▶ _TASK TO COMPLETE_:
Say the data back exactly as it is written below.

▶ _WORKING DATA_:

----

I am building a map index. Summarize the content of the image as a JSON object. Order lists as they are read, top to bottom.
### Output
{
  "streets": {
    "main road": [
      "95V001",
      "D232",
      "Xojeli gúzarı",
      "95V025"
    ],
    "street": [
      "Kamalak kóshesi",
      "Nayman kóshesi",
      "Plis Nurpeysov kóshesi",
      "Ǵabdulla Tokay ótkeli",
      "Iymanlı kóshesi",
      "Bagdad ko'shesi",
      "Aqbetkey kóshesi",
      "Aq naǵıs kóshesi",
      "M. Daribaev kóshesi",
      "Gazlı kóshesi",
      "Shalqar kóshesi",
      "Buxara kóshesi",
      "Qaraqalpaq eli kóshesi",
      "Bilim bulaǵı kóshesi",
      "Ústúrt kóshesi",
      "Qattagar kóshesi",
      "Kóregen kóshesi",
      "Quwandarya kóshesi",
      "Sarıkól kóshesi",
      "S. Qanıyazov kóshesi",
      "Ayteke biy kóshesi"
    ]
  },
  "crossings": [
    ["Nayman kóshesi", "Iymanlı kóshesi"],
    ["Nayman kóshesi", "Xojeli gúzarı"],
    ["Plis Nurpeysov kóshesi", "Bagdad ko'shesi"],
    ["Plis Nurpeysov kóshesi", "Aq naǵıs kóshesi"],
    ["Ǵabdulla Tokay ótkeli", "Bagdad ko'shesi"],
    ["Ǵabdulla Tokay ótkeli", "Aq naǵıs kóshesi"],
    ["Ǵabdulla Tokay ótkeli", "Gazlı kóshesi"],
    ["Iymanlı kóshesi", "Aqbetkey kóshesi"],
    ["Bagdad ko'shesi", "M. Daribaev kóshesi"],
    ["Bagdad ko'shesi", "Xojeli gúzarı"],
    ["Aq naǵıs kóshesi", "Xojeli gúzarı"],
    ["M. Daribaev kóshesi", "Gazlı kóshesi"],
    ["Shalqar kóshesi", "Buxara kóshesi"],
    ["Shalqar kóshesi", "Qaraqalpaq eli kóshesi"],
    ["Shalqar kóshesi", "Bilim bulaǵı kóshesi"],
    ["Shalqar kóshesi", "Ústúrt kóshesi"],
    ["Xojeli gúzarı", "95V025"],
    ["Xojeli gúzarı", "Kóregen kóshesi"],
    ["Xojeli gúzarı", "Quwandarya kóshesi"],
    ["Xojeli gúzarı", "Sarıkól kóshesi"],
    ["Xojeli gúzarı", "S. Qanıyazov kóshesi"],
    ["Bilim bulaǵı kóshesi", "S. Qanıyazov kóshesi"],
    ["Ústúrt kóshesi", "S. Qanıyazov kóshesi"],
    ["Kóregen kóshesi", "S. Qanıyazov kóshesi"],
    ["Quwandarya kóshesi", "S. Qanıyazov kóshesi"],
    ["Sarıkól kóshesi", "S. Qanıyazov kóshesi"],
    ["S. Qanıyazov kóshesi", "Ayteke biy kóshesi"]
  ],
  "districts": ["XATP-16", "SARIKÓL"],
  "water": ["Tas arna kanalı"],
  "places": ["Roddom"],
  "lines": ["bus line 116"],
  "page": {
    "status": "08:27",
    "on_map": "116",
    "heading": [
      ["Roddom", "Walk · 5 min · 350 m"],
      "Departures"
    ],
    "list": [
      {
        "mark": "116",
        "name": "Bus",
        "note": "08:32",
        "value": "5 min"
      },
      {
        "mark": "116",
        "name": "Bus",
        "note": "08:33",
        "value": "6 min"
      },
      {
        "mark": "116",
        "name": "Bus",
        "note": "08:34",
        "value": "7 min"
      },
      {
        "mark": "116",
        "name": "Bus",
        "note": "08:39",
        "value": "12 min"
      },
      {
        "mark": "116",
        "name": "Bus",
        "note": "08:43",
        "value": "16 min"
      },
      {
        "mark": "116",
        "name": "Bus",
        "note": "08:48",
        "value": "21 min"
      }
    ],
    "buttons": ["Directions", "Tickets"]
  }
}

----

▶ _WORKED SOLUTION_:
I am building a map index. Summarize the content of the image as a JSON object. Order lists as they are read, top to bottom.
### Output
{
  "streets": {
    "main road": [
      "95V001",
      "D232",
      "Xojeli gúzarı",
      "95V025"
    ],
    "street": [
      "Kamalak kóshesi",
      "Nayman kóshesi",
      "Plis Nurpeysov kóshesi",
      "Ǵabdulla Tokay ótkeli",
      "Iymanlı kóshesi",
      "Bagdad ko'shesi",
      "Aqbetkey kóshesi",
      "Aq naǵıs kóshesi",
      "M. Daribaev kóshesi",
      "Gazlı kóshesi",
      "Shalqar kóshesi",
      "Buxara kóshesi",
      "Qaraqalpaq eli kóshesi",
      "Bilim bulaǵı kóshesi",
      "Ústúrt kóshesi",
      "Qattagar kóshesi",
      "Kóregen kóshesi",
      "Quwandarya kóshesi",
      "Sarıkól kóshesi",
      "S. Qanıyazov kóshesi",
      "Ayteke biy kóshesi"
    ]
  },
  "crossings": [
    ["Nayman kóshesi", "Iymanlı kóshesi"],
    ["Nayman kóshesi", "Xojeli gúzarı"],
    ["Plis Nurpeysov kóshesi", "Bagdad ko'shesi"],
    ["Plis Nurpeysov kóshesi", "Aq naǵıs kóshesi"],
    ["Ǵabdulla Tokay ótkeli", "Bagdad ko'shesi"],
    ["Ǵabdulla Tokay ótkeli", "Aq naǵıs kóshesi"],
    ["Ǵabdulla Tokay ótkeli", "Gazlı kóshesi"],
    ["Iymanlı kóshesi", "Aqbetkey kóshesi"],
    ["Bagdad ko'shesi", "M. Daribaev kóshesi"],
    ["Bagdad ko'shesi", "Xojeli gúzarı"],
    ["Aq naǵıs kóshesi", "Xojeli gúzarı"],
    ["M. Daribaev kóshesi", "Gazlı kóshesi"],
    ["Shalqar kóshesi", "Buxara kóshesi"],
    ["Shalqar kóshesi", "Qaraqalpaq eli kóshesi"],
    ["Shalqar kóshesi", "Bilim bulaǵı kóshesi"],
    ["Shalqar kóshesi", "Ústúrt kóshesi"],
    ["Xojeli gúzarı", "95V025"],
    ["Xojeli gúzarı", "Kóregen kóshesi"],
    ["Xojeli gúzarı", "Quwandarya kóshesi"],
    ["Xojeli gúzarı", "Sarıkól kóshesi"],
    ["Xojeli gúzarı", "S. Qanıyazov kóshesi"],
    ["Bilim bulaǵı kóshesi", "S. Qanıyazov kóshesi"],
    ["Ústúrt kóshesi", "S. Qanıyazov kóshesi"],
    ["Kóregen kóshesi", "S. Qanıyazov kóshesi"],
    ["Quwandarya kóshesi", "S. Qanıyazov kóshesi"],
    ["Sarıkól kóshesi", "S. Qanıyazov kóshesi"],
    ["S. Qanıyazov kóshesi", "Ayteke biy kóshesi"]
  ],
  "districts": ["XATP-16", "SARIKÓL"],
  "water": ["Tas arna kanalı"],
  "places": ["Roddom"],
  "lines": ["bus line 116"],
  "page": {
    "status": "08:27",
    "on_map": "116",
    "heading": [
      ["Roddom", "Walk · 5 min · 350 m"],
      "Departures"
    ],
    "list": [
      {
        "mark": "116",
        "name": "Bus",
        "note": "08:32",
        "value": "5 min"
      },
      {
        "mark": "116",
        "name": "Bus",
        "note": "08:33",
        "value": "6 min"
      },
      {
        "mark": "116",
        "name": "Bus",
        "note": "08:34",
        "value": "7 min"
      },
      {
        "mark": "116",
        "name": "Bus",
        "note": "08:39",
        "value": "12 min"
      },
      {
        "mark": "116",
        "name": "Bus",
        "note": "08:43",
        "value": "16 min"
      },
      {
        "mark": "116",
        "name": "Bus",
        "note": "08:48",
        "value": "21 min"
      }
    ],
    "buttons": ["Directions", "Tickets"]
  }
}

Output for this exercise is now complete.